* _Available records_
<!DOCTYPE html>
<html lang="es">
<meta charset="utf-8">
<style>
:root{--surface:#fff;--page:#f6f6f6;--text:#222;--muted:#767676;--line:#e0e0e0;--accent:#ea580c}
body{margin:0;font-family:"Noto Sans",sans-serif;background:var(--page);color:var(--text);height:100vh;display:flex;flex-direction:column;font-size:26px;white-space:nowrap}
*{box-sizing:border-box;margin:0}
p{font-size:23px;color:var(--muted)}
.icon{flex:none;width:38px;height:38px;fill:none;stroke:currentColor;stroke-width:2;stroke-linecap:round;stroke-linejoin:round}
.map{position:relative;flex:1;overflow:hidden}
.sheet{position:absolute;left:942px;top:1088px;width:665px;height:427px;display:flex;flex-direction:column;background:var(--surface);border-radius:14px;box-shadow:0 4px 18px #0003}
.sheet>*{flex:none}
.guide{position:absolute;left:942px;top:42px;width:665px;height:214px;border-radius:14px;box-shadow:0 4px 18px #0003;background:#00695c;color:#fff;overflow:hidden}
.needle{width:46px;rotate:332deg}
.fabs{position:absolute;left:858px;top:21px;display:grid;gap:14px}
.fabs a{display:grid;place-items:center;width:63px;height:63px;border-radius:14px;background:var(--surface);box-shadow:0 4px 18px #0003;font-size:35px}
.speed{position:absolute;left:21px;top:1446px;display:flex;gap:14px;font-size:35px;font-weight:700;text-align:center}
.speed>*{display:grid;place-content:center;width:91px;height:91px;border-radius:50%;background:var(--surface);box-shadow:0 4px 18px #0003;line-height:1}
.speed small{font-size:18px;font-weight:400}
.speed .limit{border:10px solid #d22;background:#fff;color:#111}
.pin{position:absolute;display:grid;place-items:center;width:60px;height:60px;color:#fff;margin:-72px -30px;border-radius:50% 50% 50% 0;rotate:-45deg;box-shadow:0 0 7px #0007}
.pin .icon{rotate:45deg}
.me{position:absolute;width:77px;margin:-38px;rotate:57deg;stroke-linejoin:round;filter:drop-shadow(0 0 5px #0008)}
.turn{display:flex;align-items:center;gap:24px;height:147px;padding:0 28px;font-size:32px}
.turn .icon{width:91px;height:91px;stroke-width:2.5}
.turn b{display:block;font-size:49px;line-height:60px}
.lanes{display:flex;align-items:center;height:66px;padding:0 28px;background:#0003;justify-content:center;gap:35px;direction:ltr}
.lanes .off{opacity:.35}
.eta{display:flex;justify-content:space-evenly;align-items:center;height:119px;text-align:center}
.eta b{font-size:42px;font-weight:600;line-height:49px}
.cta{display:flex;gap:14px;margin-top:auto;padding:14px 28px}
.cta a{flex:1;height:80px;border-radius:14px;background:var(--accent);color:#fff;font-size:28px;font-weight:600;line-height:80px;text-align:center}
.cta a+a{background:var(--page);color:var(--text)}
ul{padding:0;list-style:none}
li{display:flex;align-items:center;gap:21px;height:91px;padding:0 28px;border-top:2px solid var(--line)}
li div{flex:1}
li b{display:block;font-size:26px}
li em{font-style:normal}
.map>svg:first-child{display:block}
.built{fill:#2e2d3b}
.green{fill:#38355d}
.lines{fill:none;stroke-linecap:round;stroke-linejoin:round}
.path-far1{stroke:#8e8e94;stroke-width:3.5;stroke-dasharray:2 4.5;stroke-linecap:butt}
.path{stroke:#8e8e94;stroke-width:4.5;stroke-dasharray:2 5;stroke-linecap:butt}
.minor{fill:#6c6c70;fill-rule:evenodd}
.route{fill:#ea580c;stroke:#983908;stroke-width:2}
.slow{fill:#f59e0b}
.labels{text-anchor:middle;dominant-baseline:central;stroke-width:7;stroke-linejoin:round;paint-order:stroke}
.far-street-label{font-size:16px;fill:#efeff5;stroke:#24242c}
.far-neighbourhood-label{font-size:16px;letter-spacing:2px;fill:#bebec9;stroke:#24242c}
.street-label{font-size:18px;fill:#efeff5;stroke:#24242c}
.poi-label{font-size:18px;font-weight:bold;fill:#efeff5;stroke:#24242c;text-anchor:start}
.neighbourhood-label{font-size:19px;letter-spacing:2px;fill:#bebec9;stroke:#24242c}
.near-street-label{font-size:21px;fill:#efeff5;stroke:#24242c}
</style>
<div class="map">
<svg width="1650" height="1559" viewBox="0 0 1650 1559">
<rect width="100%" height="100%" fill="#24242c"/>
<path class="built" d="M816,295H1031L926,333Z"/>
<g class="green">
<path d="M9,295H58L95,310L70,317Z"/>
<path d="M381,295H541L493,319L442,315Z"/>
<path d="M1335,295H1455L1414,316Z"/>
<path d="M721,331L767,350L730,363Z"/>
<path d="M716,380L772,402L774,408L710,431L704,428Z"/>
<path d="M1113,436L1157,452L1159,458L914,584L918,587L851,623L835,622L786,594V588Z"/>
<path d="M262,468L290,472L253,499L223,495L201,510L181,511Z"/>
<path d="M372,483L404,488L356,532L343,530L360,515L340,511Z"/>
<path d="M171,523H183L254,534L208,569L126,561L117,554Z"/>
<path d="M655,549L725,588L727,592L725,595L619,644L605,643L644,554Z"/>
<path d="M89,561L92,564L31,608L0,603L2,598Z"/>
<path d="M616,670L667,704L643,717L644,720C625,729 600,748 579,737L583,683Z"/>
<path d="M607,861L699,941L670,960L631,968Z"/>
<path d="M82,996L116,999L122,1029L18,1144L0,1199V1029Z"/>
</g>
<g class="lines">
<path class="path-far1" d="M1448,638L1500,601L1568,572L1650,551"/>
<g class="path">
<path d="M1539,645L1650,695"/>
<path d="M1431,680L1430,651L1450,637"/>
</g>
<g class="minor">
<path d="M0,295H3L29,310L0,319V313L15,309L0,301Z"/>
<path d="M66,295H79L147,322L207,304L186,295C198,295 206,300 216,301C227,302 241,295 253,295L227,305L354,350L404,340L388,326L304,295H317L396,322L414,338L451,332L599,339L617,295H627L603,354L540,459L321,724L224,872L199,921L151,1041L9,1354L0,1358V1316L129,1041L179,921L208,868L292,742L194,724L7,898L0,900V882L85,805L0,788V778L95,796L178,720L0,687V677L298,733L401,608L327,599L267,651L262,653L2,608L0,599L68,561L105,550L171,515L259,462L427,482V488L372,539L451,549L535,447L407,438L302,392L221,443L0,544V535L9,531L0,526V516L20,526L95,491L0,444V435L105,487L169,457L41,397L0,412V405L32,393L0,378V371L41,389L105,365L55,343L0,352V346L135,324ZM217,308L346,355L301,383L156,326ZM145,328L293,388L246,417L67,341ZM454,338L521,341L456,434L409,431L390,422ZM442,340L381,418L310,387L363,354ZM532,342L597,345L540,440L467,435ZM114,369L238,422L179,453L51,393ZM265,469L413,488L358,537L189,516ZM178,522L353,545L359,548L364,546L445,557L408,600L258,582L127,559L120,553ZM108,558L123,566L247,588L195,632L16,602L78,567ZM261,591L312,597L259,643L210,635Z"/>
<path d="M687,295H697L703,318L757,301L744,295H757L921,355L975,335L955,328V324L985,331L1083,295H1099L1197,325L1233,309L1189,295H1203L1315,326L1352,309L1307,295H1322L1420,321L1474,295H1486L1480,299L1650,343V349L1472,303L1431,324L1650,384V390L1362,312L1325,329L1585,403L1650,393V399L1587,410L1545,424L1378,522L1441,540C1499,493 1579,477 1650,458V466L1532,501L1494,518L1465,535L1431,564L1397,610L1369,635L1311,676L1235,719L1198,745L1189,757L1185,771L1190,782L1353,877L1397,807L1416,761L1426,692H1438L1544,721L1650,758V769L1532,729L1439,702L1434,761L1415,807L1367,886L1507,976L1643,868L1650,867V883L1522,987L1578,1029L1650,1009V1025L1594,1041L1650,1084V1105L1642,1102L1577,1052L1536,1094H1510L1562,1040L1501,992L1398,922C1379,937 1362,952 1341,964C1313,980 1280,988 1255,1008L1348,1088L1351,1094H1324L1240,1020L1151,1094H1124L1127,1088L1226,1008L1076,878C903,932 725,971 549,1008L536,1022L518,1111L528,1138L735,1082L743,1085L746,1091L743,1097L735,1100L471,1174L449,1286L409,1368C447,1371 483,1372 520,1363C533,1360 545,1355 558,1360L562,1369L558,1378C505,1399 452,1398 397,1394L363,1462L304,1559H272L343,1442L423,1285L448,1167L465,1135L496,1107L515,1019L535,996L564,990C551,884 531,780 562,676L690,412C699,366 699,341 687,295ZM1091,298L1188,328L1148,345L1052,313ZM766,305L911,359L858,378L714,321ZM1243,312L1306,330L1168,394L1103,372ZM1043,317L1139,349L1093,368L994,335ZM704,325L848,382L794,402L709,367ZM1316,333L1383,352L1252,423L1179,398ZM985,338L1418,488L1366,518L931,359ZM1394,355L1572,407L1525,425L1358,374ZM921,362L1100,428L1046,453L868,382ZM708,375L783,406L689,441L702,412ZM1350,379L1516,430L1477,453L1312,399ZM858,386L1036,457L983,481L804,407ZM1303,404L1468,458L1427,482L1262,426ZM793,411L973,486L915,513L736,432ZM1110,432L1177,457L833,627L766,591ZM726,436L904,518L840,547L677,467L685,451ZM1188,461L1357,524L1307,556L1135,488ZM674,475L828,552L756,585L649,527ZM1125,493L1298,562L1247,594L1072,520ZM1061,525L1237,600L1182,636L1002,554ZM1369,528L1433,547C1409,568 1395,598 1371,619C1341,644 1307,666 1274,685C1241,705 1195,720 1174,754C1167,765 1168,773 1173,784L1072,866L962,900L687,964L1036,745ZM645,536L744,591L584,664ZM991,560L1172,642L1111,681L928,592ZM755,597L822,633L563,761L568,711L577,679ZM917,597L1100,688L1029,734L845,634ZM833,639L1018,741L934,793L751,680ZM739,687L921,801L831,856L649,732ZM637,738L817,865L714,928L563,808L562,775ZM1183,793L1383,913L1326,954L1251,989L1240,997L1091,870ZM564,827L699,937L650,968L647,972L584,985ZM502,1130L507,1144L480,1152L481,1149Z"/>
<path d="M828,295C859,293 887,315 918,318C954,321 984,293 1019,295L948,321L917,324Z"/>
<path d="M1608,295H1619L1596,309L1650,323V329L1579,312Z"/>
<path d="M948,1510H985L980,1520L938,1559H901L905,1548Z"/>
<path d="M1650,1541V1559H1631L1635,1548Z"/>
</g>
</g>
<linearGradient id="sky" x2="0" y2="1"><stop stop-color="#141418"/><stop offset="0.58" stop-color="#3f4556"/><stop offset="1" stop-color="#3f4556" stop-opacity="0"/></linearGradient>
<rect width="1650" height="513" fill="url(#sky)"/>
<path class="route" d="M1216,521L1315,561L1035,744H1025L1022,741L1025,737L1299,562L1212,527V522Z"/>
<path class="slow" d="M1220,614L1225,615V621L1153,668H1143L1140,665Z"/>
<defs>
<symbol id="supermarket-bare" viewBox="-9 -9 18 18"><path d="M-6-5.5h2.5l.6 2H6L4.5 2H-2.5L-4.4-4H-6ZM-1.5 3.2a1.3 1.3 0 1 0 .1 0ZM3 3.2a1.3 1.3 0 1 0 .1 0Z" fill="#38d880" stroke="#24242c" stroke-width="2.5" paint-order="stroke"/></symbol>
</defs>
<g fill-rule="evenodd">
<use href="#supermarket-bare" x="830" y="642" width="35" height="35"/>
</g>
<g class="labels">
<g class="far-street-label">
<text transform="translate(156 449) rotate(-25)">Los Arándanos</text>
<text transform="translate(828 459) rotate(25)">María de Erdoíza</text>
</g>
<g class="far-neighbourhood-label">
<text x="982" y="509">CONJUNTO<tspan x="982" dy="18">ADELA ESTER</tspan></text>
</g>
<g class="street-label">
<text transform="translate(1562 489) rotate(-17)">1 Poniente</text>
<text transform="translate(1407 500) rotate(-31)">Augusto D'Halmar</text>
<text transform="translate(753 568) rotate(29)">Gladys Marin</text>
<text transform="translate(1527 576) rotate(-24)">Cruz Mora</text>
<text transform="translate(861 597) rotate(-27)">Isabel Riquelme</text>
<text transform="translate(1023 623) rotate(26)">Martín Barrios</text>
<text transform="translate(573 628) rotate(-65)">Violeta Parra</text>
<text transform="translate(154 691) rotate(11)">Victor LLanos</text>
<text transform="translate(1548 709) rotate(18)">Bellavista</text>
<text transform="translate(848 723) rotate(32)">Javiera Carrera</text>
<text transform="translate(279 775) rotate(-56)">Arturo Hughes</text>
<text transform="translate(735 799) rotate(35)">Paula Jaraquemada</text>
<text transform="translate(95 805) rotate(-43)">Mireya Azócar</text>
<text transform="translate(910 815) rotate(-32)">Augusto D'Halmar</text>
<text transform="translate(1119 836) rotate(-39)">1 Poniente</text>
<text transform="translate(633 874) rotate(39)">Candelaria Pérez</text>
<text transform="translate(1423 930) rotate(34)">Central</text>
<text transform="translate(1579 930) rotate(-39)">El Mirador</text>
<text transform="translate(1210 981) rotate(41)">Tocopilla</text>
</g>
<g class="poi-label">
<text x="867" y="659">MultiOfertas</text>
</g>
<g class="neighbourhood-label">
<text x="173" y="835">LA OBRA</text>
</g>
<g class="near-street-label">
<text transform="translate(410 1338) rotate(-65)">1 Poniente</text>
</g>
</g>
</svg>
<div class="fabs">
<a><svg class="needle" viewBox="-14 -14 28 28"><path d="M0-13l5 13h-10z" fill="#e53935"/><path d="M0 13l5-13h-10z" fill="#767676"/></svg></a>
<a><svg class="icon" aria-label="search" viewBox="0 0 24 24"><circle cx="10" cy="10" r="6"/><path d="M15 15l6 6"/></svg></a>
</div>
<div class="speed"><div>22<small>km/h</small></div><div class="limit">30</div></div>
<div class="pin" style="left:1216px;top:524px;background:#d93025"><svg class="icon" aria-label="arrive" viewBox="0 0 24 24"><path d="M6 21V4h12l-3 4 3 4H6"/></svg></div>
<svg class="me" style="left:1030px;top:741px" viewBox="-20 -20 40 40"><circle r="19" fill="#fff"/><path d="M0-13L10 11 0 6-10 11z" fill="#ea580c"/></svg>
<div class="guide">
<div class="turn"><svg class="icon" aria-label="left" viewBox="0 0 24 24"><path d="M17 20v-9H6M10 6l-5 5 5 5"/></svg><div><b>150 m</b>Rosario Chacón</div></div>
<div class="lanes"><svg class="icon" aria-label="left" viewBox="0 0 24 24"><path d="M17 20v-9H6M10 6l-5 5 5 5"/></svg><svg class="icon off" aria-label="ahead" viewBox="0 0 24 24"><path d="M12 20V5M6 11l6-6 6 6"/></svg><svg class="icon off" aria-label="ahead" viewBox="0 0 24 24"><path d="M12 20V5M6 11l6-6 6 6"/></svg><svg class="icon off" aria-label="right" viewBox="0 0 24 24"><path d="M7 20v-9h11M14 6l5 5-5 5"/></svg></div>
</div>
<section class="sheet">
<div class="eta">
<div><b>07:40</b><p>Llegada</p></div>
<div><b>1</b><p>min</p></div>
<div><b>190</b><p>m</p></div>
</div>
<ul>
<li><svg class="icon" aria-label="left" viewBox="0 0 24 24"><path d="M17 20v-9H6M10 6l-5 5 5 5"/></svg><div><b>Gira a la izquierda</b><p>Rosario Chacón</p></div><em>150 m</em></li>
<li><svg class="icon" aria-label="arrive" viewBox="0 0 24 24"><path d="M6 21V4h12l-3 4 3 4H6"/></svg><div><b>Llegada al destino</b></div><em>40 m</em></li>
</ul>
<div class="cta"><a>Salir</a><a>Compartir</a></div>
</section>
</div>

* _What to produce_
Show each line of the records above containing "dasharray".

* _Response_
.path-far1{stroke:#8e8e94;stroke-width:3.5;stroke-dasharray:2 4.5;stroke-linecap:butt}
.path{stroke:#8e8e94;stroke-width:4.5;stroke-dasharray:2 5;stroke-linecap:butt}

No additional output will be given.